0-1 Design system

I built the foundation of a design system for a startup managing numerous contractors across their Engineering team.

The cover screen of Creator Deck's design system.

Product Designer at Creator Deck, 2022 - Current. I built a design system for Creator Deck’s influencer campaign management tool, established core design principles, and increased design hand-off efficiency between teams.

In brief

  • I established Creator Deck’s design system and guidelines.
  • I collaborated with the engineering team on systemizing our design patterns to improve our development efficiency.
  • Strategized a method for measuring the impact of building a system.


Creator Deck has a new SaaS tool to help marketing managers run influencer marketing campaigns from start to finish.

The company was in the typical start-up situation. They needed to rapidly scale up their platform’s capabilities while maintaining feature quality. A difficult objective that some might call impossible.


Make designs easier to deliver to internal team engineers and contractors, so we can ship product features with velocity without sacrificing quality.

Build a scalable system with components that have at least an 80% chance of meeting future usage needs.


Section summary: I collaborated with the engineering and product teams and identified we weren't managing our component library similarly. I conducted an audit to explain the harmful effects of this misalignment to get stakeholder buy-in to build a more robust system.

Finding the problem

While onboarding at the company, I noticed most of the tool's built components had duplicate versions with slightly different colors, spacing, and shadows. It was clear that multiple people had their hands on the software and were building in silos. That's when I partnered with engineers to identify and align our objectives.

Through conversations with stakeholders, product teams, and the engineering team, I found there were high expectations and minimal resources, and we were using different design styles and languages, resulting in unintentional component variants and slower development. To showcase this, I conducted an audit to capture all variants and how this impacted the user experience and the company's bottom line.

Screenshot of a colors UX/UI audit.
This is a screenshot of a slide from the UI audit findings presentation detailing the colors being used and how to fix them.
Screenshot of an icon UX/UI audit
This is a screenshot of a slide from the UI audit findings presentation detailing the icon buttons being used and how to fix them.
Screenshot of a button UX/UI audit
This is a screenshot of a slide from the UI audit findings presentation detailing the buttons being used and how to fix them.

After identifying the issue, we pushed for stakeholder support to build a more robust, complete system of guidelines and components.
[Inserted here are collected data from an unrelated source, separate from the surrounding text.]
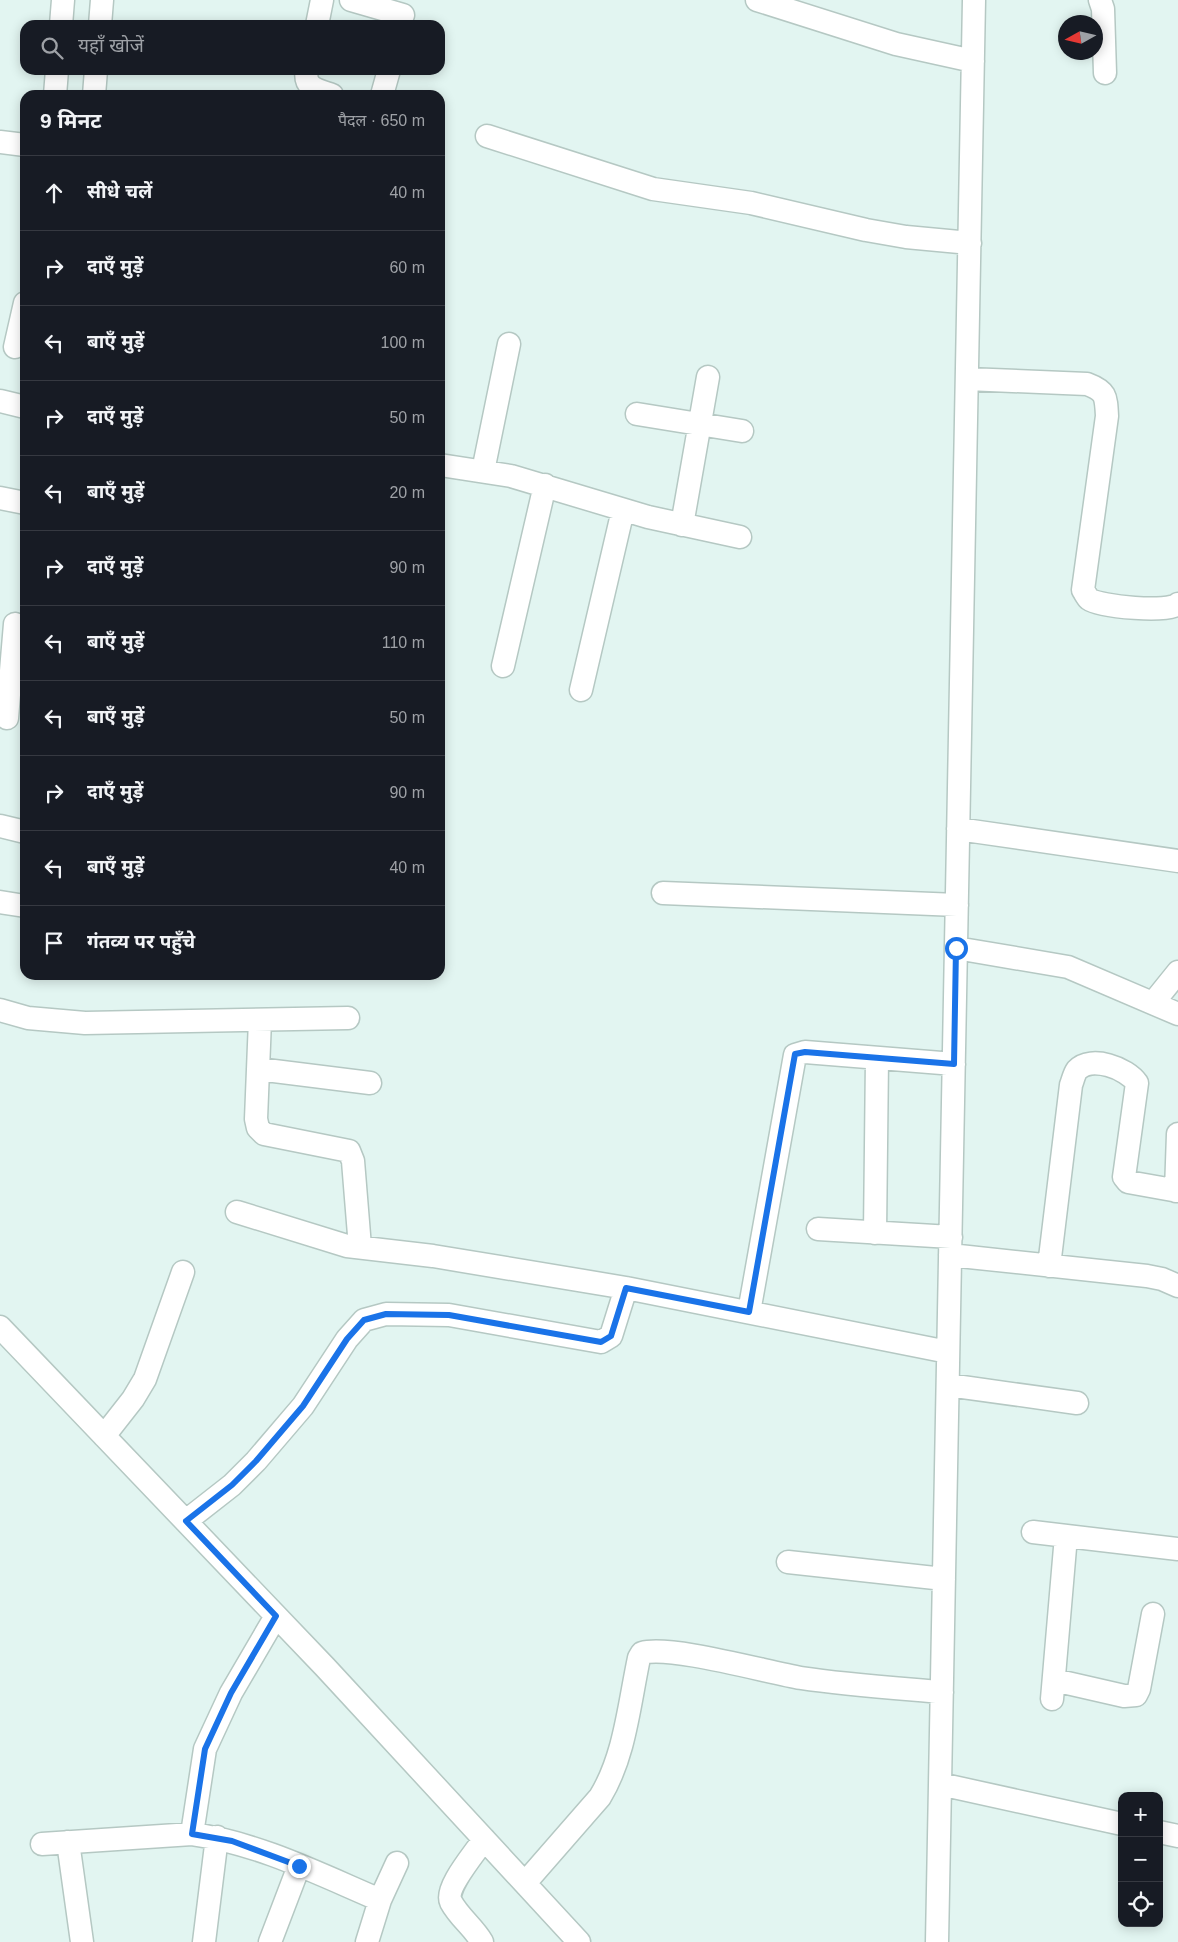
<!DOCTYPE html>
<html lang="hi">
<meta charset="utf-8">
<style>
:root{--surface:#171b24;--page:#242831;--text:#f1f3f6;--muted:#9ea1a6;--line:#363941}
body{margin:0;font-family:Helvetica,"Noto Sans Devanagari",sans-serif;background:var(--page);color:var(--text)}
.controls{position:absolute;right:15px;bottom:15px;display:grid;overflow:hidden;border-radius:10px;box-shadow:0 2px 12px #0003}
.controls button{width:45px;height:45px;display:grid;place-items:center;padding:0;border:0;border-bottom:1px solid var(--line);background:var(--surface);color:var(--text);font:25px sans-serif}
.compass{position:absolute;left:1058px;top:15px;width:45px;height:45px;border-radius:50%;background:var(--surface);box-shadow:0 2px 12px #0003;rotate:262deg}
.stop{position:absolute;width:15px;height:15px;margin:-11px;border:4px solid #1a73e8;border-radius:50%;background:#fff}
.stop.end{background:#1a73e8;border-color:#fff;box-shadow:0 1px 5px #0008}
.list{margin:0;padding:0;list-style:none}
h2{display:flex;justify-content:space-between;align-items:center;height:65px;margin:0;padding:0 20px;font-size:21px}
h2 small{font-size:16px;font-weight:400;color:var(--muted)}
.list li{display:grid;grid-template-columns:32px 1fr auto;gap:15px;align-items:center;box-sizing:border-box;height:75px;padding:0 20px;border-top:1px solid var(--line)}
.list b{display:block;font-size:19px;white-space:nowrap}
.list em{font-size:16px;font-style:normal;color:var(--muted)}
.icon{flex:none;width:28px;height:28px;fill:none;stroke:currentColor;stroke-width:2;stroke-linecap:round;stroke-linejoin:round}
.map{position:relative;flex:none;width:1178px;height:1942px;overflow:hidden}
.search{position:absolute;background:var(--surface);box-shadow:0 2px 12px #0003;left:20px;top:20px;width:425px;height:55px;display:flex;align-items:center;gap:12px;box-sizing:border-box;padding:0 18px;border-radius:15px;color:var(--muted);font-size:19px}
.panel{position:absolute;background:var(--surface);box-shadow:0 2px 12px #0003;left:20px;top:90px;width:425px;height:890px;border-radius:15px}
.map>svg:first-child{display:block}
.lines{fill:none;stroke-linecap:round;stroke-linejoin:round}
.minor-casing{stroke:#b5c8c3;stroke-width:25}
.minor{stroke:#fff;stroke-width:22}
.route{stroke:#1a73e8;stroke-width:6}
</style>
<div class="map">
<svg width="1178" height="1942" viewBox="0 0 1178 1942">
<rect width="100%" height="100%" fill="#e2f5f1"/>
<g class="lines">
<defs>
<path id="minor" d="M351,0L403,15
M757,0L896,44L973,61
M1100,0L1103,9L1105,73
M61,25L63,0
M100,25L102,0
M317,25L322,0
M307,70C303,88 318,90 332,95
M55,95L57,70
M94,95L96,70
M382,95L389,70
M487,136L653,189L751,203L866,230L906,237L970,243
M0,142L25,145
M15,347L25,303
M967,379L1087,384C1106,391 1106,396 1107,416L1083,590C1085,593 1087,597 1089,599C1100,607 1170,613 1178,604
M0,401L25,407
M637,414L742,431
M440,465L511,476L648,517L740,537
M483,471L509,344
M0,498L25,503
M682,525L708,377
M503,666L545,485
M581,690L623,510
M7,718L15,624
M0,826L25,832
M958,829L1178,861
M663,893L957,905
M0,902L25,906
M956,948L1068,967L1178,1014
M1153,1003L1178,972
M0,1010L28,1018L85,1023L348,1018
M260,1020L256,1119L258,1128L264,1134L349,1151L353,1161L360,1247
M258,1069L370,1083
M1176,1191L1178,1134
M237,1212L347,1246L433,1256L626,1288L948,1352
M818,1229L951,1237
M875,1233L877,1058
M950,1255L1147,1276L1162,1279L1178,1286
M1049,1266L1071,1085C1073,1080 1074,1074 1077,1070C1091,1055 1127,1068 1137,1083L1125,1170L1124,1177L1128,1182L1178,1191
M749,1312L795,1055L805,1052L954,1064
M0,1327L325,1667L579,1942
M948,1385L1077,1403
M104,1436L133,1399L145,1379L183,1272
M186,1521L232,1485L256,1461L303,1406L347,1339L364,1320L386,1314L449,1315L601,1342L611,1336L626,1288
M1033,1532L1178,1549
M788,1562L944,1579
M1054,1680L1124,1696L1136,1695L1139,1689L1153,1614
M1052,1699L1066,1536
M940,1784L1122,1824
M1159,1832L1178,1836
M192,1834L205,1749L231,1693L276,1616
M68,1842L82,1942
M42,1844L192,1834C258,1843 319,1874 380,1900
M525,1883L600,1797C625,1756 629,1705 639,1658L642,1653C671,1645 766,1672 801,1678C847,1685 895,1688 942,1692
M204,1942L217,1837
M270,1942L299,1866
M367,1942L380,1900L397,1863
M482,1942C474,1928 459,1917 451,1902C444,1888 476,1852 484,1839
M937,1942L974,0"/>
</defs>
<use href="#minor" class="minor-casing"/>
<use href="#minor" class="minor"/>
</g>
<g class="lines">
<path class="route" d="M299,1866L232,1841L192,1834L205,1749L231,1693L276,1616L186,1521L232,1485L256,1461L303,1406L347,1339L364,1320L386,1314L449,1315L601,1342L611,1336L626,1288L749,1312L795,1054L805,1052L954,1064L956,948"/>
</g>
</svg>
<div class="controls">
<button>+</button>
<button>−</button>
<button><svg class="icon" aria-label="locate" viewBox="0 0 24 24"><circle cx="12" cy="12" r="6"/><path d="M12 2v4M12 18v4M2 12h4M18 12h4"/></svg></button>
</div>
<svg class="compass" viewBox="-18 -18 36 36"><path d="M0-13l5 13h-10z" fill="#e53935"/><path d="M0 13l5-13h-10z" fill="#9ea1a6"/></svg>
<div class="stop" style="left:956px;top:948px"></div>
<div class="stop end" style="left:299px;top:1866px"></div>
<div class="search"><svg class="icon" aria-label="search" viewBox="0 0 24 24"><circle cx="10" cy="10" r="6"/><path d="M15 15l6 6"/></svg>यहाँ खोजें</div>
<section class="panel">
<h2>9 मिनट<small>पैदल · 650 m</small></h2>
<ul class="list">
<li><svg class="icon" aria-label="ahead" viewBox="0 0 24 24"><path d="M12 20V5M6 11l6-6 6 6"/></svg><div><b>सीधे चलें</b></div><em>40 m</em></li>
<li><svg class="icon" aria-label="right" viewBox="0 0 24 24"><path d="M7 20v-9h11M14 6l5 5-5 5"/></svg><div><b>दाएँ मुड़ें</b></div><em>60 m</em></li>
<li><svg class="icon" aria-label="left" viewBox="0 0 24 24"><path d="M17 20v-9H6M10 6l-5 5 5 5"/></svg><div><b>बाएँ मुड़ें</b></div><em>100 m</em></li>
<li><svg class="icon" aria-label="right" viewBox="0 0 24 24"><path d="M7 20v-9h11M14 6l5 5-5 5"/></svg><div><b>दाएँ मुड़ें</b></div><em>50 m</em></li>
<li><svg class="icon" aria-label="left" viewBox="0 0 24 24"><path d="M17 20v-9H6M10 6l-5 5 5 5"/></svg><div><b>बाएँ मुड़ें</b></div><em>20 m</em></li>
<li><svg class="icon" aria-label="right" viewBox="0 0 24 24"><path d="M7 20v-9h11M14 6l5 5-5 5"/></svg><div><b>दाएँ मुड़ें</b></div><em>90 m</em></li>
<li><svg class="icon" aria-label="left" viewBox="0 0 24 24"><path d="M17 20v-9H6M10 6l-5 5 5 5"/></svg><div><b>बाएँ मुड़ें</b></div><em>110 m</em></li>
<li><svg class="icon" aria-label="left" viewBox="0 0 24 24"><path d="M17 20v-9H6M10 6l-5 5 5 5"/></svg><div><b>बाएँ मुड़ें</b></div><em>50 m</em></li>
<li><svg class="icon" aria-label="right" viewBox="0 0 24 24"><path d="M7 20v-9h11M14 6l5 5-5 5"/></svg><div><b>दाएँ मुड़ें</b></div><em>90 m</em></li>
<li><svg class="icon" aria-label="left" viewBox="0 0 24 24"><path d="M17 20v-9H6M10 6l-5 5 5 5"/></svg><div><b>बाएँ मुड़ें</b></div><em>40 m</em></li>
<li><svg class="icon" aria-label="arrive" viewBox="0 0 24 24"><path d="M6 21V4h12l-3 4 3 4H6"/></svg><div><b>गंतव्य पर पहुँचे</b></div></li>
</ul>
</section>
</div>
Section summary: While navigating branding restrictions, I created a system that supported team workflows and scalable components.

Getting things in order

Before jumping in, I brainstormed our documentation needs, component naming conventions, and the clean-up process with the engineering team. We also worked to establish a release process for updating and adding new components. As a general rule of thumb, our source of truth is in the code. So, any changes would have to be documented and ticketed in Jira, and once the changes were pushed through, the Figma file could be updated.

Additionally, I collaborated with stakeholders on branding guidelines and which areas can and cannot have their boundaries pushed. I designed the sizing of our typography, expanded our colors to be more accessible, and designed all of our other components.

I looked across platform conventions that aligned with our product, like Material Design and Vibe.

The tricky part of system rework is observing the current design patterns, thinking about future potential patterns, and iterating on how colors, sizes, and spacing can work together to create clean and scalable solutions that address the current usability problems.


We used Figma to house the system temporarily. Thanks to Figma's branching and code-producing features, communicating and documenting designs didn't require significant effort. However, as the system grew and contractors came and went, we moved the system to a new home to improve the onboarding experience.